The philosopher Sandson Almeida Rotterdan, professor at Santa Doroteia College, in Belo Horizonte, was with Predivost in two of his visits to Brazil. In a conversation with the BBC News Brazil, he claims not to remember specific for any talked top of the téte-a-tête because in the meetings of the young Augustinians who participated in informal interactions were marked by “services”.
According to Rotterdan, he showed interest in knowing “ordinary people”, asking where each one was, what everyone did professionally, trying to understand if he had known in common. “That was daily life,” he recalls.
Rotterdan defines Prevost as “a very convenient boy, by a rather seductive speech, because it is very confirmed and, at the same time, very attractive”. “Zero Star, he is a simple person,” he says
The only one of the respondents of BBC News Brazil Which claims to remember specific prevost comments on the Brazilian reality was the friar Cruz, who was personally with today dad in 2012 and 2013.
“In informal conversations, when we visited the communities, he commented a lot of the culture and expression of religious life.
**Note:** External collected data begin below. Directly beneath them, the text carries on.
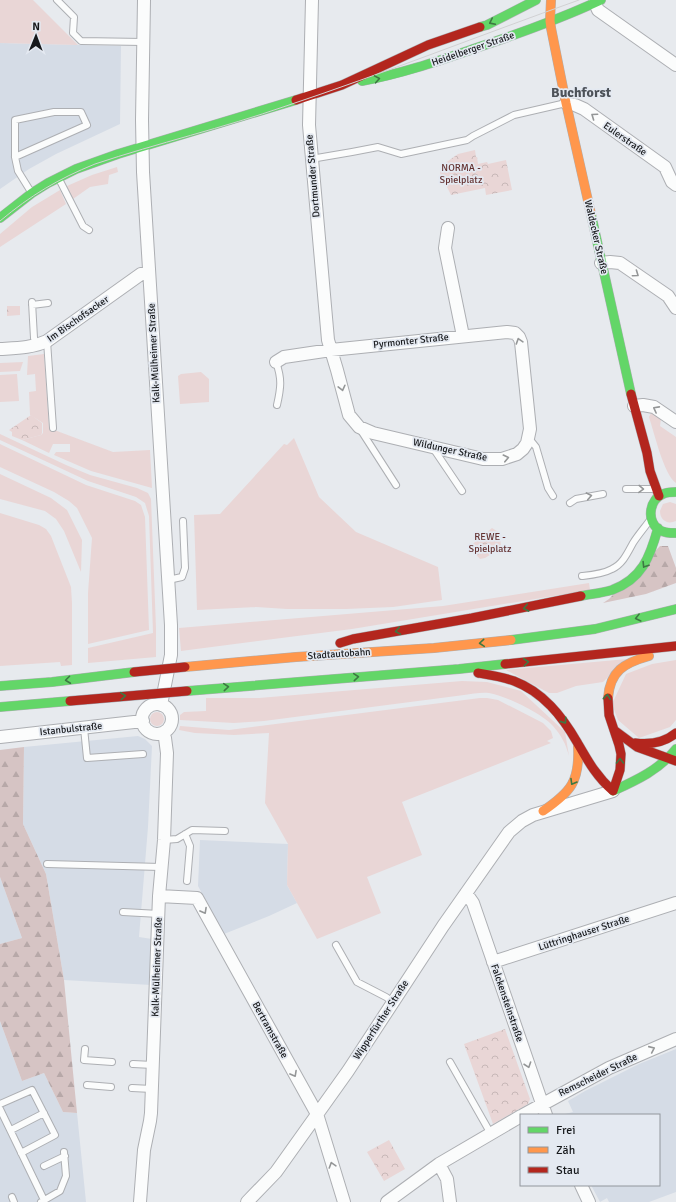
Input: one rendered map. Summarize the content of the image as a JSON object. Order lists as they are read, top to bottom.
{
  "streets": {
    "main road": ["Heidelberger Straße", "Waldecker Straße", "Stadtautobahn"],
    "street": [
      "Eulerstraße",
      "Dortmunder Straße",
      "Im Bischofsacker",
      "Pyrmonter Straße",
      "Kalk-Mülheimer Straße",
      "Wildunger Straße",
      "Istanbulstraße",
      "Lüttringhauser Straße",
      "Falckensteinstraße",
      "Wipperfürther Straße",
      "Bertramstraße",
      "Remscheider Straße"
    ]
  },
  "crossings": [
    ["Heidelberger Straße", "Dortmunder Straße"],
    ["Heidelberger Straße", "Waldecker Straße"],
    ["Heidelberger Straße", "Kalk-Mülheimer Straße"],
    ["Eulerstraße", "Waldecker Straße"],
    ["Dortmunder Straße", "Pyrmonter Straße"],
    ["Im Bischofsacker", "Kalk-Mülheimer Straße"],
    ["Kalk-Mülheimer Straße", "Istanbulstraße"],
    ["Kalk-Mülheimer Straße", "Bertramstraße"],
    ["Lüttringhauser Straße", "Falckensteinstraße"],
    ["Falckensteinstraße", "Wipperfürther Straße"],
    ["Falckensteinstraße", "Remscheider Straße"],
    ["Wipperfürther Straße", "Bertramstraße"]
  ],
  "one_way": ["Wildunger Straße", "Falckensteinstraße", "Remscheider Straße"],
  "districts": ["Buchforst"],
  "parks": ["NORMA - Spielplatz", "REWE - Spielplatz"],
  "legend": ["Frei", "Zäh", "Stau"],
  "north": "top"
}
To a certain extent he showed concern: the country was going through movements of ups and downs in the political and economic dimension”, says the religious.

According to Cruz, the then father Prevost said that “August must be close to the poor, the marginals, to the exclusive”. “Behind this recommendation there was the consideration that in the country this was a reality that still screams. And that the Church had to approach people,” he comments.
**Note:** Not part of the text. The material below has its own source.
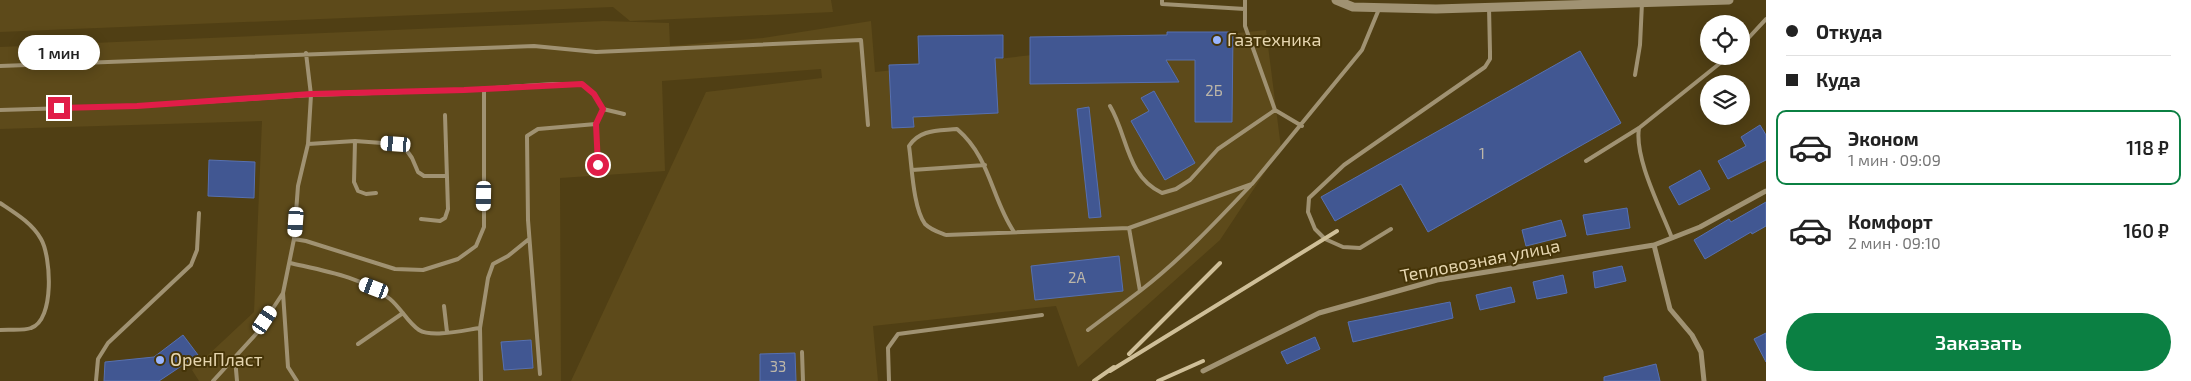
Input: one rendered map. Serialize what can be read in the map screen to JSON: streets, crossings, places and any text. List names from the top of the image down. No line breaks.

Blanco reveals that over the age of 25, his conversations have always turned around the concerns about the “process of renewal of religious life in Latin America”. As he held prominent positions in the episcopate of the region and, more recently, has commanded Dicker to the Vatican Bishops, it seems that the crisis of vocations is one of the issues on which the current Pope reflects.
Frade Blanco stresses that Prevost has strengthened the need for religious to commit “in service to the people” and that “in Latin American reality” it is necessary to take “the option for the poor” and take a look at the “inculturation of the indigenous world”. According to religious, environmental and poverty problems, they were also remembered in the reality of the continent.
Cruz stresses that Prevost visited “all the communities of Augustinians of Brazil” when he was superior to the order. His trips to the country have always been “meetings that were given by virtue of their own programs”.

Vatican
Probobly the last Brazilian-With the Exception of the Seven Cardinals Who Participated In The Conclave-Who Interacted with Prevost Before He Turned Pope Leo 14, The Philosopher and Publicist Marcus Tullius was one of the 25 members of a Latin American Group Who Participated in A Private Mass FamiBrated by Him in an underground chapel in the Basilica of St. Peter, in Front of the tomb Where they are believed That ay are believed to be remin of Peter, the apostle considered by the Catholics the first pope.
“It was a meeting, a course promoted by Caritas,” he says to BBC News Brazil. Tullius is the coordinator of Latin American communication of the humanitarian institution of the Catholic Church.
“The group was small and made a point to greet everyone by one,” he recalls. “I understood in him a welcoming person, I attracted my attention his gesture of listening, his serene speech.”
The publicist said that for him the prevost posture was surprising. “A very simple man arrived quietly, walking with a briefcase in which his robes and arrangements were found. There was no one who accompanied him, bringing his things, even if he was a cardinal. When he finished, he did the same way: he took the vestments, took the most males and followed his other responsibilities,” he remembers.